There is a fascinating commentary in today’s edition of the Wall Street Journal advocating the use of the Strategic Petroleum Reserve as a counter-cyclical tool to negate the pricing policies of the Organization of Petroleum Exporting Countries, OPEC. Lincoln Anderson, an economist with a Boston-based finance firm, argues that the 701 million barrels of oil stocked up in the SPR are excessive and could be better used by adding supply to the U.S. market. The goal would be to shave a little off the roughly $120 price tag for a barrel of crude. Should OPEC increase production in the face falling demand, as it has done periodically, the SPR could purchase excess oil and work as a price support for the market.
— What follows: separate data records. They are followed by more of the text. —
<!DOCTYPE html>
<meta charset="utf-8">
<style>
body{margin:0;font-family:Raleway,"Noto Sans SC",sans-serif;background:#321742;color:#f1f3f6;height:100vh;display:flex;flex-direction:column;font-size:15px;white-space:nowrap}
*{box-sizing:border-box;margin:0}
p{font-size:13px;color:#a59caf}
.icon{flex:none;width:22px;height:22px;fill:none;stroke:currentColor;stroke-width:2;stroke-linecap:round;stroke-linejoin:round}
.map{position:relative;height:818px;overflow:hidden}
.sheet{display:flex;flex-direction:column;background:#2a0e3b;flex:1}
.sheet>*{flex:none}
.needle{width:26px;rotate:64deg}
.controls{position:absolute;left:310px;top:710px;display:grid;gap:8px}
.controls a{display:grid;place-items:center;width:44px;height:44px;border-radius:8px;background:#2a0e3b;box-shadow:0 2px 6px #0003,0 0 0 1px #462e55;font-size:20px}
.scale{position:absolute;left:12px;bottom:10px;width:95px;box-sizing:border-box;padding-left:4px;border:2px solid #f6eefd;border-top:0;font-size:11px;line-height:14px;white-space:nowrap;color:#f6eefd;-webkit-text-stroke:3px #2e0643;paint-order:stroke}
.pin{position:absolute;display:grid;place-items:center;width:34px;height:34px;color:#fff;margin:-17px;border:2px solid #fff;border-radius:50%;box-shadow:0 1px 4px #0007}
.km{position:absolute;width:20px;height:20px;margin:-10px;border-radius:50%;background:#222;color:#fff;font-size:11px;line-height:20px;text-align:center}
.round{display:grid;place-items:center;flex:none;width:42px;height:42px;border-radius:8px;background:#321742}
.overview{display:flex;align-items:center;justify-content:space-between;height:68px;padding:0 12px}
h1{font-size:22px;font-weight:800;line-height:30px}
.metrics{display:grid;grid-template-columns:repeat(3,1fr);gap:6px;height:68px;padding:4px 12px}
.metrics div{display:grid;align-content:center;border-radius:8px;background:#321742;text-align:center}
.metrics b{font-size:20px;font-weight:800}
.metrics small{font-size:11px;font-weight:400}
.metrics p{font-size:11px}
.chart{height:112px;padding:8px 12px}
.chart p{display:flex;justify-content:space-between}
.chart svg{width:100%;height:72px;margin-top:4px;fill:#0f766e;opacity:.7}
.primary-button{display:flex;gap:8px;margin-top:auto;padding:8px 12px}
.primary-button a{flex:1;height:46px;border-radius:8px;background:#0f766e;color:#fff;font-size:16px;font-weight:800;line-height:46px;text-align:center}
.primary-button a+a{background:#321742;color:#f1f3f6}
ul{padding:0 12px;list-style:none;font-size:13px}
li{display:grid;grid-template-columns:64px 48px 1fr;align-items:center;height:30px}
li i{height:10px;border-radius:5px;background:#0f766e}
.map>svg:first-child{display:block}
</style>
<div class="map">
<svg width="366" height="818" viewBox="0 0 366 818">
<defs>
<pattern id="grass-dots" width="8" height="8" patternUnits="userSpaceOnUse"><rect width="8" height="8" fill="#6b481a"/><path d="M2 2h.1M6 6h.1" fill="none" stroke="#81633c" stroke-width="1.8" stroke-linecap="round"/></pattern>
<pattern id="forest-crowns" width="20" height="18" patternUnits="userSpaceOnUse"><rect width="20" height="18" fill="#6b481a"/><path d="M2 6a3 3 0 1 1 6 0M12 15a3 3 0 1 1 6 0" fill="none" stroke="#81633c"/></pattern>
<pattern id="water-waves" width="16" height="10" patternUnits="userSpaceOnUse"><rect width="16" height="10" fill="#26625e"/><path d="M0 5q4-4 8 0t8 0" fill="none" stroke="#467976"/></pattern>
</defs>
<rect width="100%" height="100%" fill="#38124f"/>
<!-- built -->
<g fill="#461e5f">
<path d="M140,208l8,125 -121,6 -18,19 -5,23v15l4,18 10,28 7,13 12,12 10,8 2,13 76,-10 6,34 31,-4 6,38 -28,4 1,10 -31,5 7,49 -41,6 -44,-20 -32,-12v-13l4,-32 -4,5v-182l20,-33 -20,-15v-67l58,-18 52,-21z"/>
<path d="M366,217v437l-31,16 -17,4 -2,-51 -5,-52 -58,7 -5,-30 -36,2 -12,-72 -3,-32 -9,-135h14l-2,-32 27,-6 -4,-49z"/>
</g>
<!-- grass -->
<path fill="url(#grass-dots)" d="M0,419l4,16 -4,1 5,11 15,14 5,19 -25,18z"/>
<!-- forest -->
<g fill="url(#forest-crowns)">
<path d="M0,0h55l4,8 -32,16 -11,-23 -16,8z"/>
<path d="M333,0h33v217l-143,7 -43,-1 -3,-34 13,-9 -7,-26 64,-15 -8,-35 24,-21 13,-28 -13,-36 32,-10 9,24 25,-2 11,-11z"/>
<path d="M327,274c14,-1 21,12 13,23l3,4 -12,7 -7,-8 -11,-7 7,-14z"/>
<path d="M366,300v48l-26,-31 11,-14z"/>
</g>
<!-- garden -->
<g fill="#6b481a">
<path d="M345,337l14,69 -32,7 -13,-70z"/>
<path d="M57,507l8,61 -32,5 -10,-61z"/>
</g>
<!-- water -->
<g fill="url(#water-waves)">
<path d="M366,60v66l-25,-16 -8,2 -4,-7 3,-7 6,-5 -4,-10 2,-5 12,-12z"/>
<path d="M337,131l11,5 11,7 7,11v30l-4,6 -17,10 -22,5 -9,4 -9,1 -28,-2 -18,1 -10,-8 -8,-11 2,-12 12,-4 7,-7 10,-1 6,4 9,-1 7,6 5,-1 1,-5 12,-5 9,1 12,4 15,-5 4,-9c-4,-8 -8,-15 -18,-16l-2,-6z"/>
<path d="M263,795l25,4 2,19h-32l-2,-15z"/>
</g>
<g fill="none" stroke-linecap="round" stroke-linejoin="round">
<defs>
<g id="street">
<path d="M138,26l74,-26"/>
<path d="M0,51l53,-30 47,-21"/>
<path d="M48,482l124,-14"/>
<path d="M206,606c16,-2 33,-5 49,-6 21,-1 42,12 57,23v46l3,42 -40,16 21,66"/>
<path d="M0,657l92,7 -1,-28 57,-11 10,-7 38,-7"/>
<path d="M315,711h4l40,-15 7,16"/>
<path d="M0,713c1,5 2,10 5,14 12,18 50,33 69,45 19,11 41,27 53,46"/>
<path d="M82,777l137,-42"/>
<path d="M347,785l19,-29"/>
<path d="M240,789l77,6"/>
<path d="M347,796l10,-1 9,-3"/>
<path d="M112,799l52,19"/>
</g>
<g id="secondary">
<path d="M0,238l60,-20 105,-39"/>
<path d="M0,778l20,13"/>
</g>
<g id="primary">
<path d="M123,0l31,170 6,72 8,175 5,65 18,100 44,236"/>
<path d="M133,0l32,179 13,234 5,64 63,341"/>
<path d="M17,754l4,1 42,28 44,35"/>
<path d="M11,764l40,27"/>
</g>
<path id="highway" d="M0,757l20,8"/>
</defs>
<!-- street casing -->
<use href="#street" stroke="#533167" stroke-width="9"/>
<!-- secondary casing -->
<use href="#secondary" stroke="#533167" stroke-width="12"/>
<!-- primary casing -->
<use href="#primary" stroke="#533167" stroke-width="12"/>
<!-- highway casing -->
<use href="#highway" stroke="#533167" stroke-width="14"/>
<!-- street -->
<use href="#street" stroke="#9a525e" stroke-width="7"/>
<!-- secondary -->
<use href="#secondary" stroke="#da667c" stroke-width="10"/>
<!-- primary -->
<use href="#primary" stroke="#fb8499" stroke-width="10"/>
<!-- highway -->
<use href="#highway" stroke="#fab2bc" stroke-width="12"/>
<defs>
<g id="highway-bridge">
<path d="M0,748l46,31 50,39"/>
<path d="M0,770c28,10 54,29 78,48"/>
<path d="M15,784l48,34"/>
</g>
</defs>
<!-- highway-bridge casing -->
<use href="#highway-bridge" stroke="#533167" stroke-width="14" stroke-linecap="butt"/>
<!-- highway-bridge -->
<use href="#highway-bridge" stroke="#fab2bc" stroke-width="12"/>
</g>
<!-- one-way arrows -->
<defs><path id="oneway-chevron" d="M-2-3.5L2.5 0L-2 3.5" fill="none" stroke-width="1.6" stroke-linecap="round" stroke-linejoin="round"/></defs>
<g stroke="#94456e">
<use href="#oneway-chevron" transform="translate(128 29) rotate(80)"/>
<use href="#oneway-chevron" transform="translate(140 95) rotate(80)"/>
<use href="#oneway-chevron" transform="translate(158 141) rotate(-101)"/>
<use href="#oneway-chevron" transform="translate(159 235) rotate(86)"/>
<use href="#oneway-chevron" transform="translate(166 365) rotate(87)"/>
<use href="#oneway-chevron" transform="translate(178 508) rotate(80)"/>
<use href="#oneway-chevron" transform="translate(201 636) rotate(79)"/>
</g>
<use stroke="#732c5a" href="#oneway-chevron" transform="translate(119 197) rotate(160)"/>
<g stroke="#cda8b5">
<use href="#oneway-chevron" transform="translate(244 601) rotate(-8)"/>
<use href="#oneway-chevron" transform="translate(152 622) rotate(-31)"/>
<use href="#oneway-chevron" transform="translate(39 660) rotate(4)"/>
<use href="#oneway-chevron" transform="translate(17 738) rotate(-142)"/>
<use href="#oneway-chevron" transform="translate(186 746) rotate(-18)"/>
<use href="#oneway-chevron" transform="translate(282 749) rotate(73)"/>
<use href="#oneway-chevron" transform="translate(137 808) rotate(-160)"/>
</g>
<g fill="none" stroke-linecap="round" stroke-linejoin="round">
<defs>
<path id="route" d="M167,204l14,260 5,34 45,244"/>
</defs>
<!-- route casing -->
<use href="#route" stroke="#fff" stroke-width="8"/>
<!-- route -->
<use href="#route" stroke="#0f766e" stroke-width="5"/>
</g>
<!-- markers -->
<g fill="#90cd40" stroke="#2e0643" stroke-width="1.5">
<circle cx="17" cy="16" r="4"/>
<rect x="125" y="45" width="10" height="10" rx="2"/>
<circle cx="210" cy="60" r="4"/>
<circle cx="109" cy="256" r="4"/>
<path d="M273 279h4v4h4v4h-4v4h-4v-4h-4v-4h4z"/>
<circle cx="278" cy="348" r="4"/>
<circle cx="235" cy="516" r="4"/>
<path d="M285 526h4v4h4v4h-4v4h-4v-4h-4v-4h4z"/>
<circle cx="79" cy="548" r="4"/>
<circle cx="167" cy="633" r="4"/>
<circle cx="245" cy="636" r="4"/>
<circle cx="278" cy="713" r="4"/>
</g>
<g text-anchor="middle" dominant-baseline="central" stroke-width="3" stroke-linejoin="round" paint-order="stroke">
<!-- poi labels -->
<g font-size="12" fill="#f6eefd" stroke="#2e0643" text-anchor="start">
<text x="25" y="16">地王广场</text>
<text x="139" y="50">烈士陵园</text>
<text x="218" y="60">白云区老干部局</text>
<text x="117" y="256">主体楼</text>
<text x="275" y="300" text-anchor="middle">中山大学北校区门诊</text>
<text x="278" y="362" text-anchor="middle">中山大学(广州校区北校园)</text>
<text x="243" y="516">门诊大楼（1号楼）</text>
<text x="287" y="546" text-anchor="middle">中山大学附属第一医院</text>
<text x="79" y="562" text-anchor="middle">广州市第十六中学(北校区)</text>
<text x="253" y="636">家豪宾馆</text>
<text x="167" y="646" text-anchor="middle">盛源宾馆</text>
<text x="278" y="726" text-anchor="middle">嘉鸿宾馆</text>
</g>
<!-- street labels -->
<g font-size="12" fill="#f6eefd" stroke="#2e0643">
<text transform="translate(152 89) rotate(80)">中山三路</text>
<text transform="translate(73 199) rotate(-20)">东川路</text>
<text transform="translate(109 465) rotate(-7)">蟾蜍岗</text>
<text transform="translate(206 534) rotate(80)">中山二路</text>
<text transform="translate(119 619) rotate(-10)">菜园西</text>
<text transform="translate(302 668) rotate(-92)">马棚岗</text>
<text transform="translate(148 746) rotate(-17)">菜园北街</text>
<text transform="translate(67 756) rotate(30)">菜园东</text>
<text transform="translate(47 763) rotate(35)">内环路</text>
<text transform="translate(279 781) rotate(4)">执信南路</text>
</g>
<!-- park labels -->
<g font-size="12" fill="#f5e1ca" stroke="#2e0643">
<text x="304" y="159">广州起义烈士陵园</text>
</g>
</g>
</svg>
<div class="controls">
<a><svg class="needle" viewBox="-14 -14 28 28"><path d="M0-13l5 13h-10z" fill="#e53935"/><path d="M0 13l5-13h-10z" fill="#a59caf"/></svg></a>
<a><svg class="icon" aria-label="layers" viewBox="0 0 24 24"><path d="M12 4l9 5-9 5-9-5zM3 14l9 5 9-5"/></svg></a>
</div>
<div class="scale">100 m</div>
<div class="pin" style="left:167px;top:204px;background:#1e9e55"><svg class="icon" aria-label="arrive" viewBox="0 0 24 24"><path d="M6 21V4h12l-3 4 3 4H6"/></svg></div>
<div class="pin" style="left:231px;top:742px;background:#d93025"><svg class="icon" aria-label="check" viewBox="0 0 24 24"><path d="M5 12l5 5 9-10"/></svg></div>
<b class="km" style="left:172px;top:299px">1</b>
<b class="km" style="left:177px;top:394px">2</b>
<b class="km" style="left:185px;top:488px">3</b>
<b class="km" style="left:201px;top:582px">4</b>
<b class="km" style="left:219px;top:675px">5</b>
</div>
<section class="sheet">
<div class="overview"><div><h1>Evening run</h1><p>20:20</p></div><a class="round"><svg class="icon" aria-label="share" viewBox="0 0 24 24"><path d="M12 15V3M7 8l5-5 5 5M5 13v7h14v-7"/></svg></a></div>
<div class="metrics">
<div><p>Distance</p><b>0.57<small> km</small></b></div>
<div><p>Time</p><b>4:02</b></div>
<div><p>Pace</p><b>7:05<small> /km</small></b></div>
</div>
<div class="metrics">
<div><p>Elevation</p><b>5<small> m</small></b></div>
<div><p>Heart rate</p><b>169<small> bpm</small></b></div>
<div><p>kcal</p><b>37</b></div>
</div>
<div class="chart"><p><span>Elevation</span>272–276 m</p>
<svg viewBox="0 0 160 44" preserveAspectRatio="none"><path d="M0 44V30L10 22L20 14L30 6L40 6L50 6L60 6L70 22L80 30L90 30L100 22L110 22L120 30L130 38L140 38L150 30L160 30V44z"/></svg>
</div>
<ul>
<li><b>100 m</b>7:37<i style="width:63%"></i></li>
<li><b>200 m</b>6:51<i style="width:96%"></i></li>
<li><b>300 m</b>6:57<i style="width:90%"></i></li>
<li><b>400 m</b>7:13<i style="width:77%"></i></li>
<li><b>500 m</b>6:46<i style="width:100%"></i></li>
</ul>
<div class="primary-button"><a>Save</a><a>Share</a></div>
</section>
The idea is that this sort of policy could lead to a little more stability in U.S. energy markets, easing the pain in times of high prices while ensuring that large price drops don’t distort the market and shift demand away from nascent sources of alternative energy. Anderson believes a minimal reserve of no less than 120 million barrels of oil could be kept in the SPR at all times, an amount he states is greater than any one time drawn down in the SPR’s history.
This argument strikes me as an interesting one…one worth thinking about, given severity of the present energy mess we find ourselves in. At the same time, I remain skeptical of the price-setting power he attributes to OPEC. His own article cites the fact that OPEC’s control of oil production has declined from 52% in 1973 to only 40% today. More importantly, he doesn’t take into consideration the ever-growing demand for energy in China and India, which may have more to do with today’s high prices than the cartel’s production policies. Thoughts, anyone?